▸ **Aim of the task**
If a line in the listing below contains "names", return that line.
+ + + +
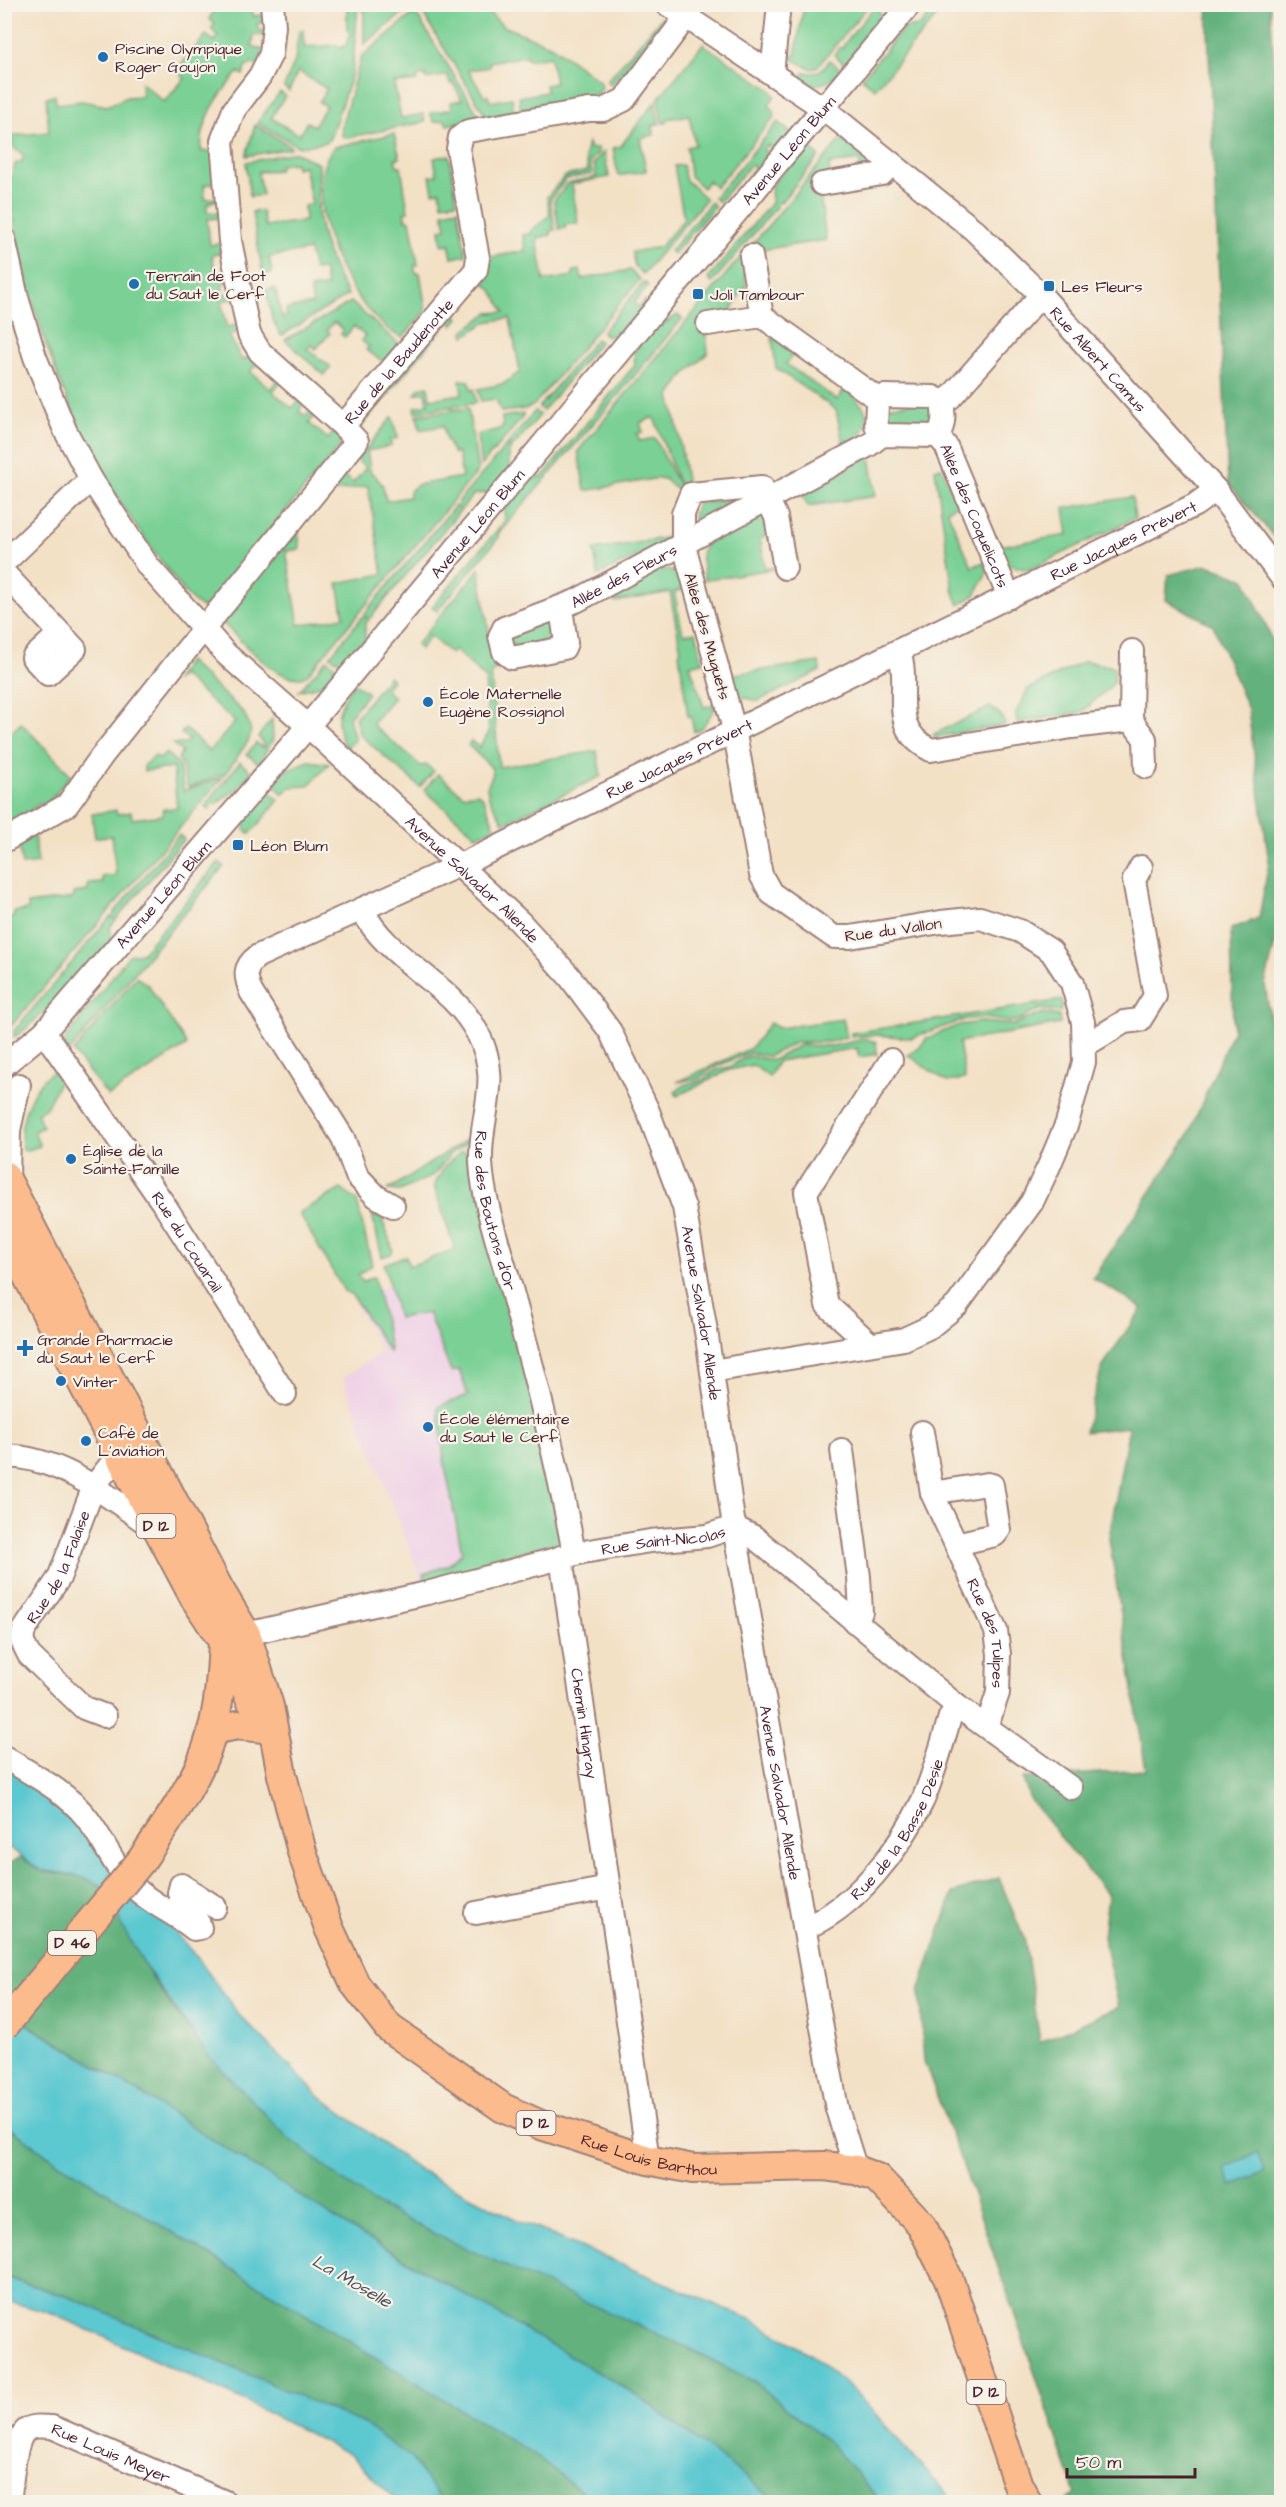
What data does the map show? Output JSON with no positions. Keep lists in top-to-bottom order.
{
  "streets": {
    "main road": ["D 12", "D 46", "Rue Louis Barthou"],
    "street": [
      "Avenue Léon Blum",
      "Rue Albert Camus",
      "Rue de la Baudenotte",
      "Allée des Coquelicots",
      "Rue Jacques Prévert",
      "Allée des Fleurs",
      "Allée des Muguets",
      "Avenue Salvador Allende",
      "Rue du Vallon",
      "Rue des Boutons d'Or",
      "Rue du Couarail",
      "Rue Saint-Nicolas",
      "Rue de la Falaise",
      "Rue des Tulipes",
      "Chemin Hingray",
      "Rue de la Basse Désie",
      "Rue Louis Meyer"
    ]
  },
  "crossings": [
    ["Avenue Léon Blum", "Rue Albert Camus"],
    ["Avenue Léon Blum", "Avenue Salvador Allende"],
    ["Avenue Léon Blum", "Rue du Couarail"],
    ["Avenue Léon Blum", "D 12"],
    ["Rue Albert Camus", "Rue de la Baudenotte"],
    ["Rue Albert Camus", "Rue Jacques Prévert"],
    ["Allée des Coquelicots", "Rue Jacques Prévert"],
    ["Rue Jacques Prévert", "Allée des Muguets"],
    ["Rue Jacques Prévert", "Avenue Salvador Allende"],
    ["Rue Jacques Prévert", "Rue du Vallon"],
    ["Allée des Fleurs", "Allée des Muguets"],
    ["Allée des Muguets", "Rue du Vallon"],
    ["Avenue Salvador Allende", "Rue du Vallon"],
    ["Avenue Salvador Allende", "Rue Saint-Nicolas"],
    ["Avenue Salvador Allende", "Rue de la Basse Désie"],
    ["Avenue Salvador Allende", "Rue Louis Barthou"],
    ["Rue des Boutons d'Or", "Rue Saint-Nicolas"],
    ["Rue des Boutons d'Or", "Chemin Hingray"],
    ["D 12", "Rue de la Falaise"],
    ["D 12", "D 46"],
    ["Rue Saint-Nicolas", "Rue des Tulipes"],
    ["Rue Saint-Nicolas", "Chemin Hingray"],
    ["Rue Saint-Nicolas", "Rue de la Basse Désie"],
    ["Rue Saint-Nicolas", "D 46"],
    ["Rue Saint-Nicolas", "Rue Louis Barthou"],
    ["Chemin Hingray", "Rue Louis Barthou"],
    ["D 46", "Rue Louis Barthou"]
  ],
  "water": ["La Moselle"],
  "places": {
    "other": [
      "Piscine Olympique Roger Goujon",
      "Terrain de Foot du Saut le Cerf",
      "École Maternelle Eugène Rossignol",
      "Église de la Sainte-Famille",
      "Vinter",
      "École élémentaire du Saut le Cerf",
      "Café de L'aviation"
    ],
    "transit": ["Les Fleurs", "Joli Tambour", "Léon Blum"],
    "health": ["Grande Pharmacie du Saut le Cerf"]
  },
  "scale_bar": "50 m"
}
+ + + +
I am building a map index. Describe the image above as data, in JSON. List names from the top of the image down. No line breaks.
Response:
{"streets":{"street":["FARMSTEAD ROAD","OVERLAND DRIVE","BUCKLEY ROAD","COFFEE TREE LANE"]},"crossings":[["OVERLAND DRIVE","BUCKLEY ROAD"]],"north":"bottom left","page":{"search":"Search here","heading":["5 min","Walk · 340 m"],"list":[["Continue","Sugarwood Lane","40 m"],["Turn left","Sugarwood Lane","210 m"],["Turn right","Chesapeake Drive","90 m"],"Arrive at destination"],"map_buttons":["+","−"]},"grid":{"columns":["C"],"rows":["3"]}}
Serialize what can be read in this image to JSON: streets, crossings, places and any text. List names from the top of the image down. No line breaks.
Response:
+ + + +
▸ **Task solution**
I am building a map index. Describe the image above as data, in JSON. List names from the top of the image down. No line breaks.
Serialize what can be read in this image to JSON: streets, crossings, places and any text. List names from the top of the image down. No line breaks.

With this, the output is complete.